Sunday, 10 August 2008

lady with cat + authenticity + autobiography

from flickr


if i told you this was my nan, you'd believe me, right? seems a contemporary colour photograph, roughly the right age to be my nan, very fondly looking at these cats in her lap. my dissertation research into roland barthes in camera lucida looked at how barthes was struggling to 'see' his mother in any of the photos he has of her following her death, even if in fact, visibly the woman in the photograph was her, he couldn't connect the frozen snapshot of time of, for example, the presented facial expression,disposition,context,her as a child- its didn't seem to be really her to him. now taking this further, in how by, for example, verbally narrating, we bring a picture from the past into real time. or even by how putting it in a frame on the mantelpiece gives it a status and thus implied personal connection if on my mantelpiece. i draw connections here to the tratchenberg family slide show players who create narratives of strangers lives depicted through slides, in performing songs about car boot found images (my previous post here.) who are these people? those lost treasured moments of the past 'rekindled' inauthentically momentarily in the present?

i have also been looking through old photos of my blood father who passed away recently. we had a selection of them out at his wake from different points in his life to connect to all those people present from across his life, start conversations, recount memories. many of these photos i'd not seen before. there's two in particular, one of him aged about 6 months in a christening gown i think in 1928,with his older brother and sister, pretty standard british photo of that time so fairly non-descript, could be any baby, but it isn't as i've been told otherwise. i'm finding it hard not to look at it, it represents him at the start of his life. the other photo is of him as an artist in his studio in the 60s taking a photo of himself in a mirror surrounded by his ceramics and paintings.this photograph i would imagine was how barthes felt looking at his mother in an age he also didn't know her, a sense of awe and loss but also a sense of wonderment about that time in their life, a time that may well remain unknown.for me, a sense of the artistic person i wish i had known, or how much does this photo actually represent that as my father would think? all so subjective, the "that-has-been," as camera lucida discusses at great length. photos in light of these circumstances of a life passing for me are proving quite challenging to view- and has made me consider the level of honesty i actually want to share so publicly. so when doug said during the july scratch performance, have out a photograph of me and my nan to set the scene, due to that scene developing in ways away from a direct autobiography with the addition of the granddad section, i'm not sure i want to have my pictorally real nan. however, this begs the question then, am i theatricalising my work or am i merely embellishing it like storytellers do?
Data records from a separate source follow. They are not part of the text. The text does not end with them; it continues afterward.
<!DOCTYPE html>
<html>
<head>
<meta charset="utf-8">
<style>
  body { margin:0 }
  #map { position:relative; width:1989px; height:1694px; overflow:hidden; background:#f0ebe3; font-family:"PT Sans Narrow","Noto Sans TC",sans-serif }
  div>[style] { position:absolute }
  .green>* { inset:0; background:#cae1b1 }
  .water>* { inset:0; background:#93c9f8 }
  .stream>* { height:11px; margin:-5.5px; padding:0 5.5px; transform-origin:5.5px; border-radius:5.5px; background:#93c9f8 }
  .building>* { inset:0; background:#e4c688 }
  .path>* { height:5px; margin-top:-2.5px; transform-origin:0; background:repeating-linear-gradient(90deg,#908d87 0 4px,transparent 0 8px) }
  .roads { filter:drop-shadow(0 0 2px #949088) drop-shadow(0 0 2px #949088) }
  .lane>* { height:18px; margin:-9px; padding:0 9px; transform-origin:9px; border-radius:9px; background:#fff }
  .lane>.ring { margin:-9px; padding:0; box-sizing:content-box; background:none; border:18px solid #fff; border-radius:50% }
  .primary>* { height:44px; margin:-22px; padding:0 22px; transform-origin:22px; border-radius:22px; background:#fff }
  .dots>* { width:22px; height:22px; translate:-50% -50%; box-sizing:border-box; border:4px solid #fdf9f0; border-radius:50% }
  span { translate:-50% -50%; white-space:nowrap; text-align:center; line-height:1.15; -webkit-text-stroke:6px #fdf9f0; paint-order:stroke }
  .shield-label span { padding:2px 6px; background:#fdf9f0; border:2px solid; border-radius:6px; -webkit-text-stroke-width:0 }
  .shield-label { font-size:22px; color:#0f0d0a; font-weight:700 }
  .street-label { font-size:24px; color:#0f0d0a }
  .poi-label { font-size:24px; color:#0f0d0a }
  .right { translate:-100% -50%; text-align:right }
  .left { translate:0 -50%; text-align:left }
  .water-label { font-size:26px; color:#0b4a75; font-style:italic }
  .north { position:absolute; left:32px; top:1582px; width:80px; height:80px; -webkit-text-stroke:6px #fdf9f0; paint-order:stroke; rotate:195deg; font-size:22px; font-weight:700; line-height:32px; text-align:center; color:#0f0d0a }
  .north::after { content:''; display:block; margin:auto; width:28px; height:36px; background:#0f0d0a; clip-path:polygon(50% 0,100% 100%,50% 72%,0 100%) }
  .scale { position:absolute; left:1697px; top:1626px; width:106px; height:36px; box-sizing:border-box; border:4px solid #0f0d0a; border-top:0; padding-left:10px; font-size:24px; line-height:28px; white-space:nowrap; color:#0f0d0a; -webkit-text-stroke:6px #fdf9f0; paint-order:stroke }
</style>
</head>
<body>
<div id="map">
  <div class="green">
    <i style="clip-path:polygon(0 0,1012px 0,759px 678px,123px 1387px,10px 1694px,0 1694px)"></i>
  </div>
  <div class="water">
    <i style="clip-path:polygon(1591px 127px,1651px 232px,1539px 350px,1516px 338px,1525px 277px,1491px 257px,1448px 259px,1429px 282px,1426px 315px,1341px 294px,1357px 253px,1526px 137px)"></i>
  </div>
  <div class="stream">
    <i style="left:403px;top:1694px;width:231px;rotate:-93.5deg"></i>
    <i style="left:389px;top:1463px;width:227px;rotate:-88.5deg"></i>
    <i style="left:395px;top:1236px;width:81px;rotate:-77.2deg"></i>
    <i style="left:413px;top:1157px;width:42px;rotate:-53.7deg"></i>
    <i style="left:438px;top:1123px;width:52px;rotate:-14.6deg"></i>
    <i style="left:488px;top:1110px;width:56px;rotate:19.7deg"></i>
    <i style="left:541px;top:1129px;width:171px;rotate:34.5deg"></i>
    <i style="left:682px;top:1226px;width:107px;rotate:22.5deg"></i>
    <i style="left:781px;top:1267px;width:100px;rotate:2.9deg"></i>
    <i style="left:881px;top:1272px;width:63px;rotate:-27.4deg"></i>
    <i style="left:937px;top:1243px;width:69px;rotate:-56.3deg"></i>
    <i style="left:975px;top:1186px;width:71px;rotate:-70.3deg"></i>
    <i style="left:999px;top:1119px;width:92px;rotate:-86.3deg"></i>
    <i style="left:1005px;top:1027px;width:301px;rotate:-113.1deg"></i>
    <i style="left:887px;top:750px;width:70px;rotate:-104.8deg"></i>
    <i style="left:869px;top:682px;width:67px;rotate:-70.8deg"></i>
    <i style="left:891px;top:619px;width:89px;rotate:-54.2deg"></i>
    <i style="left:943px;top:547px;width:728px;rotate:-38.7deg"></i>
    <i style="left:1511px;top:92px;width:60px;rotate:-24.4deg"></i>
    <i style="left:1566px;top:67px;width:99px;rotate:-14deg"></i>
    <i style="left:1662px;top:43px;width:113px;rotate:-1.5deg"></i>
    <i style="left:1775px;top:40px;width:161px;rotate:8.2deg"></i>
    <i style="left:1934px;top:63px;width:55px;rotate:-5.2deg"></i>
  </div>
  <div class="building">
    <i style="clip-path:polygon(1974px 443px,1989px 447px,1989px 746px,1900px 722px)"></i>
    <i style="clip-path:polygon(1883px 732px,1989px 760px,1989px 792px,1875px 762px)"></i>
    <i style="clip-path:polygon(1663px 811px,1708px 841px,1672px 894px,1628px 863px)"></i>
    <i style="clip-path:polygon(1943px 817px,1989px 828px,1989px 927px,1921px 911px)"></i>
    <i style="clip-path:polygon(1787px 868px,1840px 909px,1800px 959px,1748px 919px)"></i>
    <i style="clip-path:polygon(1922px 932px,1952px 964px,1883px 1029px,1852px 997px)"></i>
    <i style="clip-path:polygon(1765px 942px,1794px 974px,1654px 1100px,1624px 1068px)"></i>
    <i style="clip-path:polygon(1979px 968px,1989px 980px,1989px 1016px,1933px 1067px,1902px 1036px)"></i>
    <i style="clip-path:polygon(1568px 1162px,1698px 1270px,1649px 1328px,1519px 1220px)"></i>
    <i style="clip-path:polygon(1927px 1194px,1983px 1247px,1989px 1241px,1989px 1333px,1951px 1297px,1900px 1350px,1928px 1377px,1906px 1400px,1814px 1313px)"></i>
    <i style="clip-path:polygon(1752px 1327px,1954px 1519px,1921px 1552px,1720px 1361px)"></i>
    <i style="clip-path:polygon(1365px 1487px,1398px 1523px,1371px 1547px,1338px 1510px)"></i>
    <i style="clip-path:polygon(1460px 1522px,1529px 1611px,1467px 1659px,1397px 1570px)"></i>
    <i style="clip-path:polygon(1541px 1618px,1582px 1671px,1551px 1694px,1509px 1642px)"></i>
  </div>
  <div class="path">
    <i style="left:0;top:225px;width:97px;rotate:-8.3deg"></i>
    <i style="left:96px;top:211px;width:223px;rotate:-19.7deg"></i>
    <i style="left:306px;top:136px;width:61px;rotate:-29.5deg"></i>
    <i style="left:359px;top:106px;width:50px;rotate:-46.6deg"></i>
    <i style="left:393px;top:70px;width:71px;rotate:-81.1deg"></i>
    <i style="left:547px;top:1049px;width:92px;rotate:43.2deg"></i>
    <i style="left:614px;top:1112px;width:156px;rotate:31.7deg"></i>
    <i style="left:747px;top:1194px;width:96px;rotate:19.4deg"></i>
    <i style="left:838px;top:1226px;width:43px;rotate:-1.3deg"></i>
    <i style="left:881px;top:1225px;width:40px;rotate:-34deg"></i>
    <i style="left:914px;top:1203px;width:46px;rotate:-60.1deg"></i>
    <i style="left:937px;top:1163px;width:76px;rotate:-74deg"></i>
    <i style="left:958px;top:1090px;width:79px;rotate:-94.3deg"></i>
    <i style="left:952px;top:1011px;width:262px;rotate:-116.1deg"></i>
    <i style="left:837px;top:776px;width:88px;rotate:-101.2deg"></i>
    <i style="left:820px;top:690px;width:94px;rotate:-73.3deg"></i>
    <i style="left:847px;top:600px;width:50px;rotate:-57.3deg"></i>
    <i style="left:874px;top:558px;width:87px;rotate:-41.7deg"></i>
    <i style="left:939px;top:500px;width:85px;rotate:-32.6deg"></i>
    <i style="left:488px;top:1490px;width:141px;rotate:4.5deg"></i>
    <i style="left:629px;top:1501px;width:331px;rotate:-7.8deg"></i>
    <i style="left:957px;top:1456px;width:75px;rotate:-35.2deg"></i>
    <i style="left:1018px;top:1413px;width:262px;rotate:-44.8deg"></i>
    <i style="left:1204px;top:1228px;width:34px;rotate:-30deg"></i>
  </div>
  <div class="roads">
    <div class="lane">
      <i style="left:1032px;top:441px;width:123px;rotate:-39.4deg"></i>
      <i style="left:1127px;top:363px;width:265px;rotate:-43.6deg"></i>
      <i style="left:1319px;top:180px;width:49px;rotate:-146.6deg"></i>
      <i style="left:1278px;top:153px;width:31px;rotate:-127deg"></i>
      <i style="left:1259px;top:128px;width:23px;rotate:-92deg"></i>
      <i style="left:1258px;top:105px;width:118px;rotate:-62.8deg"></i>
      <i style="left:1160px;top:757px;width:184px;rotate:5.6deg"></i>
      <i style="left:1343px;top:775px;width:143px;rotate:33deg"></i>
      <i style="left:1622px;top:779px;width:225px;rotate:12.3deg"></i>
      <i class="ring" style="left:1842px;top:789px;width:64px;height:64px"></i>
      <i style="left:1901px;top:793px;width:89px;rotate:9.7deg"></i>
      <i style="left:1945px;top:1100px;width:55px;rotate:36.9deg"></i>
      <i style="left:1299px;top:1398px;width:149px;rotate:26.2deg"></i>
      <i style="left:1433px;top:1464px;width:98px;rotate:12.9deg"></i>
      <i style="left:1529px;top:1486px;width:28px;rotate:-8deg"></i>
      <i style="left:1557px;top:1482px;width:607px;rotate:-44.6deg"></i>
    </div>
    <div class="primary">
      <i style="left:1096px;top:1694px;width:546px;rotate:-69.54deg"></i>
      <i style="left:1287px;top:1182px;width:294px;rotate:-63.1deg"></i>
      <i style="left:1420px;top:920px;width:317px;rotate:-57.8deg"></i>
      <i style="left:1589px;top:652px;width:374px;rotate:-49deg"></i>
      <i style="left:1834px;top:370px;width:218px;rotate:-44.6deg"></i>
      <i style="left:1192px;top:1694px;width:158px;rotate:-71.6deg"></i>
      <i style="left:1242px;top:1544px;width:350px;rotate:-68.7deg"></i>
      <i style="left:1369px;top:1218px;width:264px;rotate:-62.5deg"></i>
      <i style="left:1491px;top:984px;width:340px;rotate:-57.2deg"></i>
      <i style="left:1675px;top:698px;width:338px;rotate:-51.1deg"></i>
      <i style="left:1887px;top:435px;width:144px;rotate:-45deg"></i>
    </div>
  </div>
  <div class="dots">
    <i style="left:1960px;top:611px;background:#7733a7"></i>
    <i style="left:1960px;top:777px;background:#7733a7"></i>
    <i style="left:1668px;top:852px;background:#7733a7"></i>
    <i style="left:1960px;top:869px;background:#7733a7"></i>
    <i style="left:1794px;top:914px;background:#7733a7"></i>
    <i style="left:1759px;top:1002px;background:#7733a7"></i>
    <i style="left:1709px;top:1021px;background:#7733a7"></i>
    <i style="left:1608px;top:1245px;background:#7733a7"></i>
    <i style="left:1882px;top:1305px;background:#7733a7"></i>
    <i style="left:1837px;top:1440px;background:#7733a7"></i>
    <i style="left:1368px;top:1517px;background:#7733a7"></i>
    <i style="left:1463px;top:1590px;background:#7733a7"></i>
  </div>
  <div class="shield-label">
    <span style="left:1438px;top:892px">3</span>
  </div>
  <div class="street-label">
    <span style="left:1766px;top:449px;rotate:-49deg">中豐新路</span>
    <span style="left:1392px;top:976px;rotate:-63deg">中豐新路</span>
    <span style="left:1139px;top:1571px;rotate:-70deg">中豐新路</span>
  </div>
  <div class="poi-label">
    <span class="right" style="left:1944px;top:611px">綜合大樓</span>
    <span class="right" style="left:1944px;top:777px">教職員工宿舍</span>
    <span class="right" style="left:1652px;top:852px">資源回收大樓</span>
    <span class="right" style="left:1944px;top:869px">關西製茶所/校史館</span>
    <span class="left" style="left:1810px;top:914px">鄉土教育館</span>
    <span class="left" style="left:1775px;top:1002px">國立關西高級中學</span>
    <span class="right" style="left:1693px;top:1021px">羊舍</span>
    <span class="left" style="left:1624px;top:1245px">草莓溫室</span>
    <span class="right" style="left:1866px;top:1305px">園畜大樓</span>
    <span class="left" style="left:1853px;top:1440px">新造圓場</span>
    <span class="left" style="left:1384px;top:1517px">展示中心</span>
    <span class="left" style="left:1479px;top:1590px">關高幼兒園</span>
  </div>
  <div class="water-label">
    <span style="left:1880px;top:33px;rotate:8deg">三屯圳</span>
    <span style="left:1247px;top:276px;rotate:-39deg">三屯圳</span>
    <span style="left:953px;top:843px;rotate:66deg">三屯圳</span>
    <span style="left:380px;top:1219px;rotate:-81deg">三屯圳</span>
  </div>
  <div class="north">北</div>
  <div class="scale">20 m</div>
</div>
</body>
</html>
i was thinking about spalding grays life as a performance and the ideas surrounding autobiography- how truthful am i being already and am i to continue to be? how much am i inventing and continuing to invent? i have a suitcase of cat related object and image possibilities i am collating and weeding out bit by bit, many based on nanny's own tastes but are some things too hyper real, too inauthentic? is it possible to be making a point about this? if i pulled out a photo album with the lady with cats at the top of this post in, and then talked about her, the natural response would be its her. however, if i pulled the image out of a lady smiling and clearly loving her cats, from a pile of old photos in a rubber band and then framed it and placed it in front of the audience to tell the story would they still think she was my nan? or could it be perceived that i wanted this to be my nan? or that this was how i saw her?
am i making a different but good point about photography here, alongside the others i am employing in erasing the image, not fixing it , temporal obscura image?

i inherited a few lovely items when nanny passed away, a beautiful lamp and old electric heater. nanny had mixed taste and a few choice cat items in amongst her living breathing pussies, including a cat calendar, but also some what i would term very tacky, chintzy ornaments. so the items i am collating seem plausible to the autobiography.

is the cat lady photo or one like it another photographic twist for the MA show? i think i will try a photo in thursday's scratch.